I remember reading "Black Like Me" and feeling exactly the same. It's sad and seems not to improve in any lasting way.

ChrisJ said...


That's a good excuse and a great story.

ChrisJ said...


I do think it's getting worse, even though some of the rudeness was from people my own age.

Judie said...

After today, I am thinking that some people are just uncomfortable with disabilities, and don't really know how to react.

As you know, Rod's Mum is dying. We were in Atlanta with her for 6 weeks in May/June. Then we came home. She has been slowly going downhill, and we are getting down to the wire here. Rod's siblings just do not know how to deal with this. Rod's brother called and asked us to come back. The hospice people have told them that they need to tell Mum that she is dying, because she needs permission from them to die. They can't do this, so they want us (namely me) to come back and handle it for them. I have no problem with helping her to come to terms with this and let go, and I cannot understand why her own children cannot seem to grasp this important concept.
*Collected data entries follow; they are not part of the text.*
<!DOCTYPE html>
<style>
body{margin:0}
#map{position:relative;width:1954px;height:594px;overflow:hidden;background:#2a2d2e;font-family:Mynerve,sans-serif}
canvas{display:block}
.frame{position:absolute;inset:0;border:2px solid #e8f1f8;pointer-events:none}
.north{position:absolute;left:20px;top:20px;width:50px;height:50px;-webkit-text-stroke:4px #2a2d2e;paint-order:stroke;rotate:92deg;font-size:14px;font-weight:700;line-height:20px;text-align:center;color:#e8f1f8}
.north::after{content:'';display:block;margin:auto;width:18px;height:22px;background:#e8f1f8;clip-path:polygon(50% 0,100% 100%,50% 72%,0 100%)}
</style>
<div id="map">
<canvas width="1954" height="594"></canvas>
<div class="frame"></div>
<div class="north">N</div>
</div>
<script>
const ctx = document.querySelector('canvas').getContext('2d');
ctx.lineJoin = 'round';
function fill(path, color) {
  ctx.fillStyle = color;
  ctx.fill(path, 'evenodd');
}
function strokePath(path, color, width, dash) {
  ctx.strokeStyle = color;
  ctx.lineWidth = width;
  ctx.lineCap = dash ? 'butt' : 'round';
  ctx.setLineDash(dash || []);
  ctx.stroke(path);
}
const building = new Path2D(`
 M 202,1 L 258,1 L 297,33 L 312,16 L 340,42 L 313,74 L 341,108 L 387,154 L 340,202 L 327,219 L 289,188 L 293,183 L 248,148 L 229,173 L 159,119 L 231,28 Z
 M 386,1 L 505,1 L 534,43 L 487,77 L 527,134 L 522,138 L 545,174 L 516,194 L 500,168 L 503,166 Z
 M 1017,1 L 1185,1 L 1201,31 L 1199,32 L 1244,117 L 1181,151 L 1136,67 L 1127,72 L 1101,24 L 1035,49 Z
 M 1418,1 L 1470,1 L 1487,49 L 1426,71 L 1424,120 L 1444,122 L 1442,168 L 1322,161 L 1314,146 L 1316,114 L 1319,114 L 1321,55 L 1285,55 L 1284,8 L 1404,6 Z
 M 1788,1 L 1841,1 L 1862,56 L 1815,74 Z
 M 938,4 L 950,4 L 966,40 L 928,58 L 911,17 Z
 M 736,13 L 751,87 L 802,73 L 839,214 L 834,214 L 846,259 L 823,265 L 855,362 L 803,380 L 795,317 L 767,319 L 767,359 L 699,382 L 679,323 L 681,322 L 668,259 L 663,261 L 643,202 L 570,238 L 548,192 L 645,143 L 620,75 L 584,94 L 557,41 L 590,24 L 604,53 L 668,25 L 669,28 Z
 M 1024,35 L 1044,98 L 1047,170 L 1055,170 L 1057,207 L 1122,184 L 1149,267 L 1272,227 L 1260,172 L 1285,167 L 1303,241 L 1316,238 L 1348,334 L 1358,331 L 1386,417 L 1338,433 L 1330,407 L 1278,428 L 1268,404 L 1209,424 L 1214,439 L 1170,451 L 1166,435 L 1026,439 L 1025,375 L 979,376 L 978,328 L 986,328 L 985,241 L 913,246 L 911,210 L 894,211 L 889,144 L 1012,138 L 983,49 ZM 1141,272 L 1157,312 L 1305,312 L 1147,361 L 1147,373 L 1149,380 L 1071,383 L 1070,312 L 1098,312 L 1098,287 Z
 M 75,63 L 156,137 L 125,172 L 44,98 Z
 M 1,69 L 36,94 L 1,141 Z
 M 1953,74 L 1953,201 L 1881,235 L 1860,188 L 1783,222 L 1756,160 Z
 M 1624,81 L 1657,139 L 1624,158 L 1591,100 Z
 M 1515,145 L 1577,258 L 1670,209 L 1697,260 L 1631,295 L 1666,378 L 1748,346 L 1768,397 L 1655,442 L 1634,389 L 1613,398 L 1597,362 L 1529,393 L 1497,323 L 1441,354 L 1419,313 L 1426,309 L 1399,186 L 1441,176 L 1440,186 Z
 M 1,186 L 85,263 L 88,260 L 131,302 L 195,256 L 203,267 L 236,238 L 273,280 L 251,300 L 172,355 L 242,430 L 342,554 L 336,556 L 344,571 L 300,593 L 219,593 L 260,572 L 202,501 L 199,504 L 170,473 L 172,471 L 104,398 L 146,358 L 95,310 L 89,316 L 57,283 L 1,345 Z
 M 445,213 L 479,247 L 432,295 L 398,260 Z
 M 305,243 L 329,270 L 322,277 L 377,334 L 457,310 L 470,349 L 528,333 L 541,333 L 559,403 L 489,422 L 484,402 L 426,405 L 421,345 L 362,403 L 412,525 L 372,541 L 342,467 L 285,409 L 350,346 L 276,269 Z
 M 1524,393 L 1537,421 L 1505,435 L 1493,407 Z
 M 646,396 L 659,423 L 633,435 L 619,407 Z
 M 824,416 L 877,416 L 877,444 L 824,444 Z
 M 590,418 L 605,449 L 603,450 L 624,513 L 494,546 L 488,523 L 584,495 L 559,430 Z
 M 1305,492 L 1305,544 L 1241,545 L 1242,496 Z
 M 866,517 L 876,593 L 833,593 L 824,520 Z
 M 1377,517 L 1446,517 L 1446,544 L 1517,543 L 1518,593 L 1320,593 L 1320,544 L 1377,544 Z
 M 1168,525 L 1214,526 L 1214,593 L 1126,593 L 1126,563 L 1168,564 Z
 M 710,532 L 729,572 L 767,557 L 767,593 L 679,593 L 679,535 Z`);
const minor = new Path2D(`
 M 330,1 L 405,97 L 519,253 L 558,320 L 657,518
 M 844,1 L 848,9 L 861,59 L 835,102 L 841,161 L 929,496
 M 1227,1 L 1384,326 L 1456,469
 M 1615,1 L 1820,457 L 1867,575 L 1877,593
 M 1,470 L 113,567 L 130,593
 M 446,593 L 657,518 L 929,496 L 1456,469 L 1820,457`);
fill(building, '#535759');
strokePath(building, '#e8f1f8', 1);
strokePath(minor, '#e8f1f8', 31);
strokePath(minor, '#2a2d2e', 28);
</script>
Sometimes people just don't know what to do. It probably makes them angry. Or maybe they think it might happen to them, and the thought of that makes them scared.

Remember the scene in Moonstruck when Cher slaps Nicholas Cage and says, "Snap out of it!" Well, I am just the person to do that!

Wish me luck.

ChrisJ said...


That's really a difficult situation. I know what you mean, though, some people just can't do those hard but necessary things.

You get all the luck I can send you.

askcherlock said...

What you have been through has to have been difficult and having people become impatient can only be demoralizing. I had a sort of reverse situation recently. My husband and I went to the mall, parked the car, and as we walked toward the entrance, we noticed that an elderly woman had fallen face down on the curb. We were the first ones to get to her. I told her not to move, and held her head so I could stop her nose from bleeding. My husband called 911 for an ambulance. Soon passersby were coming over and each asked what they could do. I asked the woman if she had a cell phone. She did. I asked if we could call her family. She was 90 years old but had her son's number programmed in the phone. One of the people standing there called him. He arrived about the same time as the ambulance. Everyone there showed great concern for this woman, and it was heart-warming. Perhaps not all is lost in the character of our society.

ChrisJ said...


It's always heartwarming when people do the right thing. As I said in the post, many people practically fell over themselves to open doors, etc for me. It wasn't all bad - I guess the rude ones just stand out more.

It's good that things turned out well for the woman. Will you be able to follow up?